TSHOLOTSHO villager Lot Zondo (51) yesterday narrated how he was allegedly tortured for five days by Zimbabwe Wildlife Management Authority (Zimparks) rangers who accused him of being behind the massive poaching scandal that has rocked Hwange National Park.
SENIOR COURT REPORTER
Zondo said he now suffers from a weak bladder after he was severely beaten by rangers that accused him of supplying cyanide to villagers which they used to poison elephants with.
Zimparks says just over 100 jumbos died as a result of the poisoning, but environmentalists believe more than 300 were killed.
Zondo had visible bruises on his face and walked with a limp. He went to the toilet after every 10 minutes to relieve himself saying his bladder was now too weak.
Narrating his ordeal at the Southern Eye offices yesterday, Zondo, who is a wildlife tracker by profession, said his nightmare started when he visited his homestead in Phelandaba village, Tsholotsho three weeks ago.
“I left Bulawayo on a Thursday going to visit my family,” he said.
“Trouble started at around 2:30am on Sunday when rangers and police arrived at my homestead.
“They called me by name and asked me to come out of the house.
“All in all, they were eight and they said I should give them cyanide, but I told them I didn’t have any. One of the rangers then told me that I was joking as I would produce it.”

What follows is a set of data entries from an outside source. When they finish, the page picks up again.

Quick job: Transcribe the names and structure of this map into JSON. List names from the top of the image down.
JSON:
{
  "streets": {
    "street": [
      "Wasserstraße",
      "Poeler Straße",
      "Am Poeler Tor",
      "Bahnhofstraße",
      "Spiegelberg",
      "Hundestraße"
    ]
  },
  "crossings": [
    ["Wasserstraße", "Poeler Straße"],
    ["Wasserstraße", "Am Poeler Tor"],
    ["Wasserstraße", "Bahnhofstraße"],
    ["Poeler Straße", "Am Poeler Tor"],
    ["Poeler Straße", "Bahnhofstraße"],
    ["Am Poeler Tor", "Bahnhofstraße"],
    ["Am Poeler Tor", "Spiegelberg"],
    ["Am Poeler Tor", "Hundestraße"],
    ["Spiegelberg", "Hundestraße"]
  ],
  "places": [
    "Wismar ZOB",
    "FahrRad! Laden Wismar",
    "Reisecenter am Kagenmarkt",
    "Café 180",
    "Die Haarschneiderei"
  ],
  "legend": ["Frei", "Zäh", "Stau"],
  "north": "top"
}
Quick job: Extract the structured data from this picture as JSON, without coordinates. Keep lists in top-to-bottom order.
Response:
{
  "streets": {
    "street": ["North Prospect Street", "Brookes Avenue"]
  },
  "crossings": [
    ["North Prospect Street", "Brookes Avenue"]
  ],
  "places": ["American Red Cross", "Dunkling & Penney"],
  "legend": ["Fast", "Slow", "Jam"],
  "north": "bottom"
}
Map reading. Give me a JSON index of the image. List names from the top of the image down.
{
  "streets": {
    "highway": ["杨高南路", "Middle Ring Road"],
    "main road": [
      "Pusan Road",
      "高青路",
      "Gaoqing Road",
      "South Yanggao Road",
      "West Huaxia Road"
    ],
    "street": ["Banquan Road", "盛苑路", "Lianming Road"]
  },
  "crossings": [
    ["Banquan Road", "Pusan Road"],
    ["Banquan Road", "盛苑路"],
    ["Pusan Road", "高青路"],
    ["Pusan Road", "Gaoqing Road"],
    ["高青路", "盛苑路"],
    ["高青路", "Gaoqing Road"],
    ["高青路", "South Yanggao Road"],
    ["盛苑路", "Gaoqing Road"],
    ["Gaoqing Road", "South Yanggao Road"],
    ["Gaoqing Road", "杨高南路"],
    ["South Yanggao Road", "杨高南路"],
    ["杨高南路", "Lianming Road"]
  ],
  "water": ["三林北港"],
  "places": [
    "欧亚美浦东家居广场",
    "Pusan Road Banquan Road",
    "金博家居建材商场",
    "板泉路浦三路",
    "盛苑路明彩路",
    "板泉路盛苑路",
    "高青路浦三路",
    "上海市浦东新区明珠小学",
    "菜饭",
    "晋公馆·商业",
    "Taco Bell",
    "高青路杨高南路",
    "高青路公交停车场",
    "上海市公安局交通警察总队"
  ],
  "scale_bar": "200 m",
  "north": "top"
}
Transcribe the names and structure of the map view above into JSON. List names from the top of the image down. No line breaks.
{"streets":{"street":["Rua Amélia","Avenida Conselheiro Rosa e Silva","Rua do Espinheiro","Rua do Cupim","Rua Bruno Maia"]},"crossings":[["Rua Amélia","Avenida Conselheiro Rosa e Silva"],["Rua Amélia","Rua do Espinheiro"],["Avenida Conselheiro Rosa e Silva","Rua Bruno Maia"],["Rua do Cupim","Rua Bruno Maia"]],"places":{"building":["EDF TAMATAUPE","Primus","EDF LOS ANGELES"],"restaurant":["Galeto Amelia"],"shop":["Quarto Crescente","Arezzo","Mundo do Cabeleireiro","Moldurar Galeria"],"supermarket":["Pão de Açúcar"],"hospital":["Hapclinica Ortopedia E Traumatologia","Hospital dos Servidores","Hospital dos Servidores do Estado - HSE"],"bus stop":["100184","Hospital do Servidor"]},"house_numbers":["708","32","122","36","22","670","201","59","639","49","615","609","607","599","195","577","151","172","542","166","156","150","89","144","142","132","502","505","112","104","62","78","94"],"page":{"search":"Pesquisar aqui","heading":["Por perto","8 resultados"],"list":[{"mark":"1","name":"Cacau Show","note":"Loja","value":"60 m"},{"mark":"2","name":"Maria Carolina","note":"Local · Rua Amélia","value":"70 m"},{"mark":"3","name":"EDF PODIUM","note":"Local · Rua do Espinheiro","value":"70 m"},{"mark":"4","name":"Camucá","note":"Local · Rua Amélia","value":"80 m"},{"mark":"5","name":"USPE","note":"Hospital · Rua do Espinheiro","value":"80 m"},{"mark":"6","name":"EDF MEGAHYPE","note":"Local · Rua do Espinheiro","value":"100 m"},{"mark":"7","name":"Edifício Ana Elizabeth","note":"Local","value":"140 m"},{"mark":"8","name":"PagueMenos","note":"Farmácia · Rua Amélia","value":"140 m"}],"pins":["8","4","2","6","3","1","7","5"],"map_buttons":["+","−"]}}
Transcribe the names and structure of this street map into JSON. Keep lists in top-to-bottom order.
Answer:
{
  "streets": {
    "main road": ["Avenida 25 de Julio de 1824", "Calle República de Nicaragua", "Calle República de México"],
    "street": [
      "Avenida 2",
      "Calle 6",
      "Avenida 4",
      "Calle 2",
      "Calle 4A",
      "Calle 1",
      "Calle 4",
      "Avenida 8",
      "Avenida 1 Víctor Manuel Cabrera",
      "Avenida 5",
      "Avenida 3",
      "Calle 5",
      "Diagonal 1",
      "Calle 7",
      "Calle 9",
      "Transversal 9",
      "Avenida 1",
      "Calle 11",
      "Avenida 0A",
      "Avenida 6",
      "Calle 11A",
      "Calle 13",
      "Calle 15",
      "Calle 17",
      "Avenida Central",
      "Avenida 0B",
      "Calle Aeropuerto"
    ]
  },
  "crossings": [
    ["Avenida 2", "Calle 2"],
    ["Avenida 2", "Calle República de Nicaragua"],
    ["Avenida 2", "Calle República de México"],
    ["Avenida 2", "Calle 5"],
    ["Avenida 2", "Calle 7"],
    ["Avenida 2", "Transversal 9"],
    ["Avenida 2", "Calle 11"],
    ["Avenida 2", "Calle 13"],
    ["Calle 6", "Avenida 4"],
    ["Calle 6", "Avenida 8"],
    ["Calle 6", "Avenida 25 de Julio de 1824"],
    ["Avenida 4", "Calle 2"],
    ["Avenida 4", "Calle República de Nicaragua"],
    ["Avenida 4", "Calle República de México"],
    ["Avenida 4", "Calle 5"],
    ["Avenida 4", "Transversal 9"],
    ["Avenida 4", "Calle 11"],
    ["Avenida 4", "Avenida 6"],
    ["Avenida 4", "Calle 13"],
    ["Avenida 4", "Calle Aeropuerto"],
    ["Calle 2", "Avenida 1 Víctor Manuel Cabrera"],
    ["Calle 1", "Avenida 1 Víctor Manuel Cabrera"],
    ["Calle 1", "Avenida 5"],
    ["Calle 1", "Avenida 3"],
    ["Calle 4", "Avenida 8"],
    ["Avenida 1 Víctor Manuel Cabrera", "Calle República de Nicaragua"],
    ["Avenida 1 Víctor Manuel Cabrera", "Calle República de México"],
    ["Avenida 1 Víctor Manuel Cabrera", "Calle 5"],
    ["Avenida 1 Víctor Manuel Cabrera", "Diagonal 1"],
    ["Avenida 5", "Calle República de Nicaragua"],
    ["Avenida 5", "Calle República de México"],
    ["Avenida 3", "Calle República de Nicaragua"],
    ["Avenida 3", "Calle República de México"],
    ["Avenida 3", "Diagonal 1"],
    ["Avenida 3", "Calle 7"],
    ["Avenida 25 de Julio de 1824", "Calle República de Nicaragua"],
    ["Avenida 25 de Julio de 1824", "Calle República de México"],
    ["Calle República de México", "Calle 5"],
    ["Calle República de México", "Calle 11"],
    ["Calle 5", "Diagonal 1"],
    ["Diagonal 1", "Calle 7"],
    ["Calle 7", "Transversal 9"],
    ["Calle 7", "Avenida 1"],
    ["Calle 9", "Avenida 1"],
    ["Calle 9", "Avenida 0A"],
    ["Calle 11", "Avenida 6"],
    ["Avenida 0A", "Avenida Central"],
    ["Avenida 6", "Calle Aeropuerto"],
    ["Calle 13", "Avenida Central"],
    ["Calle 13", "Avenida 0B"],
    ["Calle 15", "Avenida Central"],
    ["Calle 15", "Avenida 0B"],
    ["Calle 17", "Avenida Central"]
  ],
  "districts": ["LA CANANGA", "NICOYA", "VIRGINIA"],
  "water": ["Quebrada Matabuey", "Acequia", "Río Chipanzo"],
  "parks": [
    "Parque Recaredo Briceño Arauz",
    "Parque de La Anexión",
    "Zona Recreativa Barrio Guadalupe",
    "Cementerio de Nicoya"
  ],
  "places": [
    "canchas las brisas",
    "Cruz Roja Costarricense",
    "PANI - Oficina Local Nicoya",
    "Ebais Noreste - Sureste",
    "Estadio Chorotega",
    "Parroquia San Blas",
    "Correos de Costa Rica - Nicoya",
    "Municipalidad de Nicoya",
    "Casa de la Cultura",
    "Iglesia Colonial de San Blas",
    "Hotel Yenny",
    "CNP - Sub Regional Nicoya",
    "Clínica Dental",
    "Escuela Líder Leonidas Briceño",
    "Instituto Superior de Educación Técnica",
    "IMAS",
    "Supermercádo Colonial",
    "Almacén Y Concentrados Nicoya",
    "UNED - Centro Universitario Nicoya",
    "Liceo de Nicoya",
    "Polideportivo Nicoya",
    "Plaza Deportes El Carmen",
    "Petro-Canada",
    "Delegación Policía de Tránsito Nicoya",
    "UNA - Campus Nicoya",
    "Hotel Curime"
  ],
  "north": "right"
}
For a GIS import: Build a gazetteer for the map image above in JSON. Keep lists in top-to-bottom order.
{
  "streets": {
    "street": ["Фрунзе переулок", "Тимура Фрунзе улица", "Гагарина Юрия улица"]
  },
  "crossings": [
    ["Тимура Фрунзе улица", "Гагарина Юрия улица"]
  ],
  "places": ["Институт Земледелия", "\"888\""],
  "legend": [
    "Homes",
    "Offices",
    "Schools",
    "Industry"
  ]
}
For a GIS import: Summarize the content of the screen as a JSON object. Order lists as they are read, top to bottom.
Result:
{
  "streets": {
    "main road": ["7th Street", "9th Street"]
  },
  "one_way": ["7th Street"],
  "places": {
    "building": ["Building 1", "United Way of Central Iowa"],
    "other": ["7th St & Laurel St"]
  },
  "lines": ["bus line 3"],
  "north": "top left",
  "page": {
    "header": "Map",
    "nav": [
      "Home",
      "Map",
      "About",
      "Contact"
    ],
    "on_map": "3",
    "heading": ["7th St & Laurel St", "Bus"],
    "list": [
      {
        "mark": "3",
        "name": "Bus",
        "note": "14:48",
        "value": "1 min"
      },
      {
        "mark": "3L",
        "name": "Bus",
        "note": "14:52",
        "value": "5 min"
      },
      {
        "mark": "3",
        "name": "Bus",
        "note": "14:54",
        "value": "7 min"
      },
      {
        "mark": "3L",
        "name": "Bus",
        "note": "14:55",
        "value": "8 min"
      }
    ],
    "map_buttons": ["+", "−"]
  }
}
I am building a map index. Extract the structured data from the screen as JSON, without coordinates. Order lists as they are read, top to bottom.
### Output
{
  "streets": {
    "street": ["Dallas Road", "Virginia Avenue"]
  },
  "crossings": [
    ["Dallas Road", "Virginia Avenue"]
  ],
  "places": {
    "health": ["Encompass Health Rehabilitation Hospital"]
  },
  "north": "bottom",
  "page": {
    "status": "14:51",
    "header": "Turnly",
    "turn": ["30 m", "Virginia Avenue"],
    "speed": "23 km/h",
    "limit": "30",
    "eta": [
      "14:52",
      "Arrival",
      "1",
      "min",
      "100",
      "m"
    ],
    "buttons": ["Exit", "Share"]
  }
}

He said five of the officers started searching his homestead for cyanide, but did not find any.
“I remained with two rangers who ordered me to kneel down and move on my knees to their vehicle, which was parked about 800m from my homestead,” he said.
“On arrival at the vehicle, they ordered me to put my legs on the loading cab and touch the ground and I was made to stay in that position for about an hour.”
Zondo said they later ordered him into the vehicle where he found five other villagers who had been arrested. He said they were driven to Hwange National Park, which is about 13km from his village where the rangers and the police had set up tents and then all hell broke loose.
“On arrival we found two other people who were handcuffed together,” he said.
“We slept at the camp and at around 4am they came and ordered me to crow like a cock, but I said I could not do that.
“I was made to roll on the ground. The rangers ordered my son Thabani and Robert Maphosa to climb a tree in handcuffs and crow from there.
“After that the head of the rangers a Sibanda then ordered his subordinates to torture us. They poured water on us and made us roll and assaulted us at intervals.
“They then made me squat on top of a brazier until my testicles started boiling. The same was done to headman Patrick Ndlovu and Danisa Ndlovu whose genitals were burnt.”
He said they stayed at the camp for five days being tortured and a ranger he identified as Moyo was the most ruthless.
“On the last day at the camp, the rangers went and bought a crate of opaque beer and started drinking ordering us to sing for them while they drank,” he said.
“We sang for three hours until a police officer from Police Internal Security Intelligence intervened to stop the torture.”
Zondo said the following morning they were taken to Phumula Police base where they stayed for two days before being taken to Tsholotsho Police Station.
“At the police station, that is when I was separated from my son Thabani, Robert Maphosa, Dedani Tshuma, Patrick Ndlovu and a Mthethwa, and locked up in the cells,” he said.
“Danisa and I spent two days sleeping at the charge office.
“On the third day, an Inspector Maphosa came to me and told me I had no case to answer and should go home.
“I couldn’t walk and they had to phone my nephew who took me to his house at Tsholotsho centre before I went to my homestead.
“I later went to Phumula Clinic for treatment and came to Bulawayo for further medical attention.
“Right now I have a weak bladder and my manhood was also affected such that I can’t be intimate with my wife.
“The doctor said it could take me six months to heal.”
Zondo also refuted claims by Campfire chairperson Vumile Dube that he was the one who taught villagers how to kill elephants.
“He can say that, but I know he has a personal grudge against me that emanated from a hunting tender where I helped a white operator get a hunting concession which he’s still operating up to today,” he said.
Matabeleland North police say they never handled Zondo’s case.